§ ENTRIES PROVIDED

#####

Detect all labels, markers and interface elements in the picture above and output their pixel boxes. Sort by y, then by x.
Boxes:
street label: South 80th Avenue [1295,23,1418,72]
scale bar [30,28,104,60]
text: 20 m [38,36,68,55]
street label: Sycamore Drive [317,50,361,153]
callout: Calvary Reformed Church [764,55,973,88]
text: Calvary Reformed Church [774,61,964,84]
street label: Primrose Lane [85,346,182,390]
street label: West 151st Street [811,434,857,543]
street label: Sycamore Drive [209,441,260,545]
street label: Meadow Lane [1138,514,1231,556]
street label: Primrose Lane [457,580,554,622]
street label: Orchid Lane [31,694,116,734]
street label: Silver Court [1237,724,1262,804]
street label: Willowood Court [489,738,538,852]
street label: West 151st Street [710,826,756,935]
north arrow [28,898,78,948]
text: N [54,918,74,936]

#####

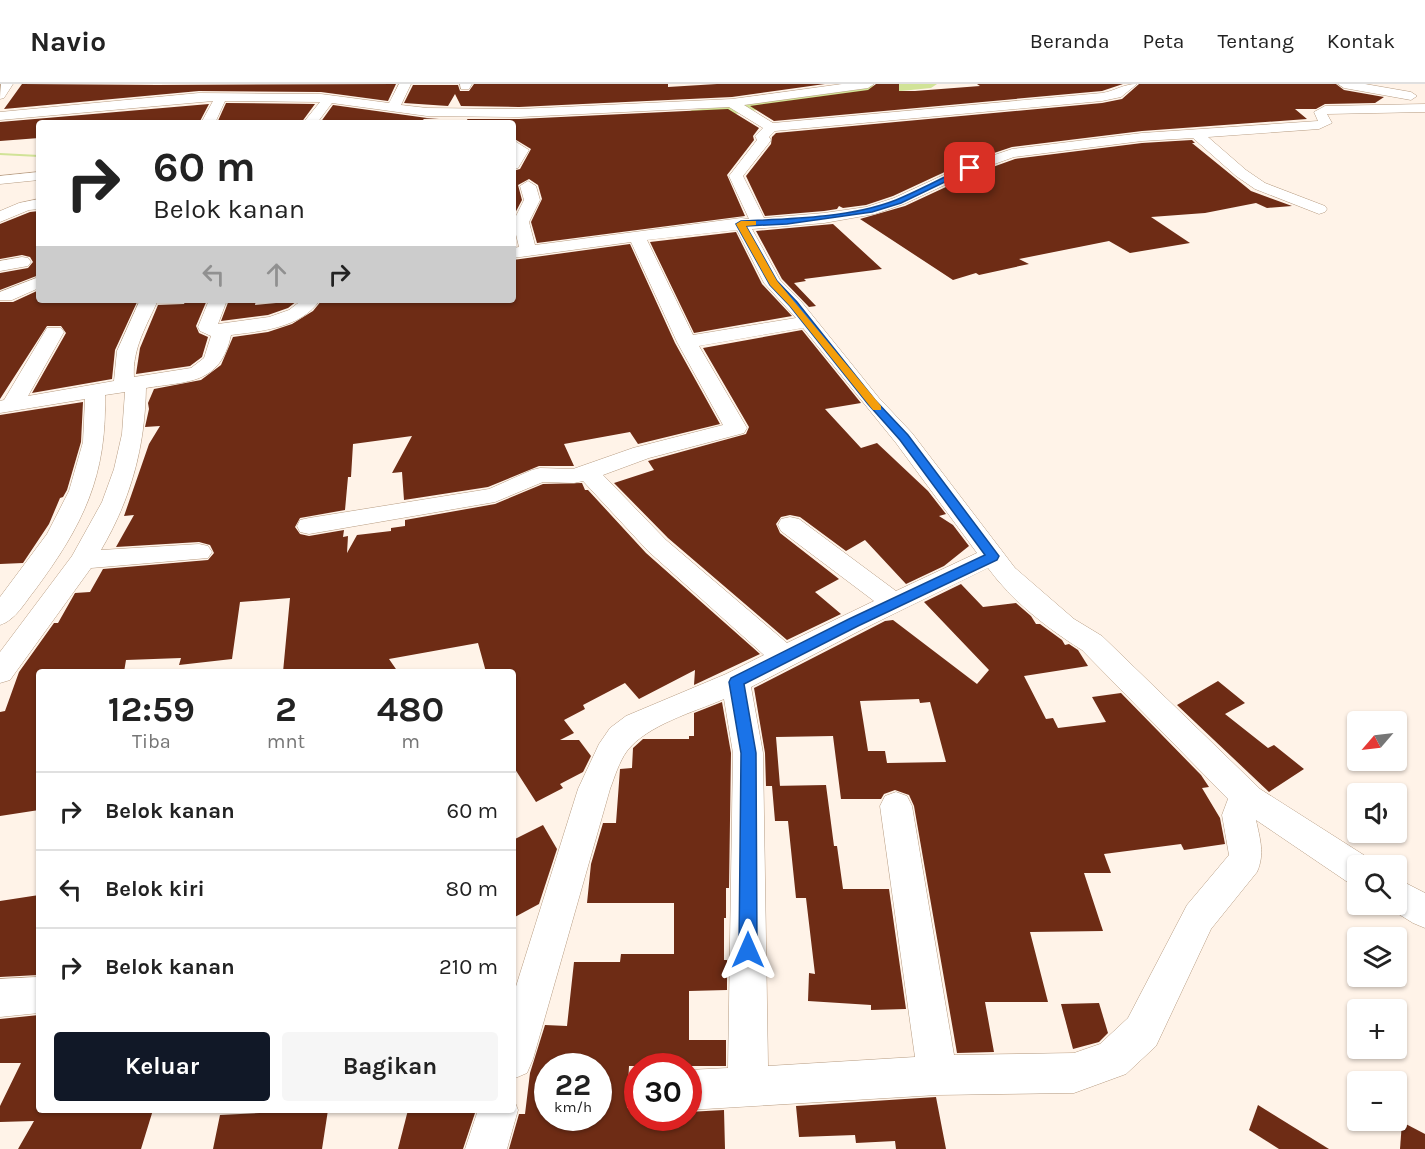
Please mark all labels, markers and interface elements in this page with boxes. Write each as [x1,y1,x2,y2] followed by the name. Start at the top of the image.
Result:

#####

§ EXERCISE DIRECTIONS
When a line among the entries above contains "labels", copy it.

§ COMPLETED TASK
Detect all labels, markers and interface elements in the picture above and output their pixel boxes. Sort by y, then by x.
Please mark all labels, markers and interface elements in this page with boxes. Write each as [x1,y1,x2,y2] followed by the name. Start at the top of the image.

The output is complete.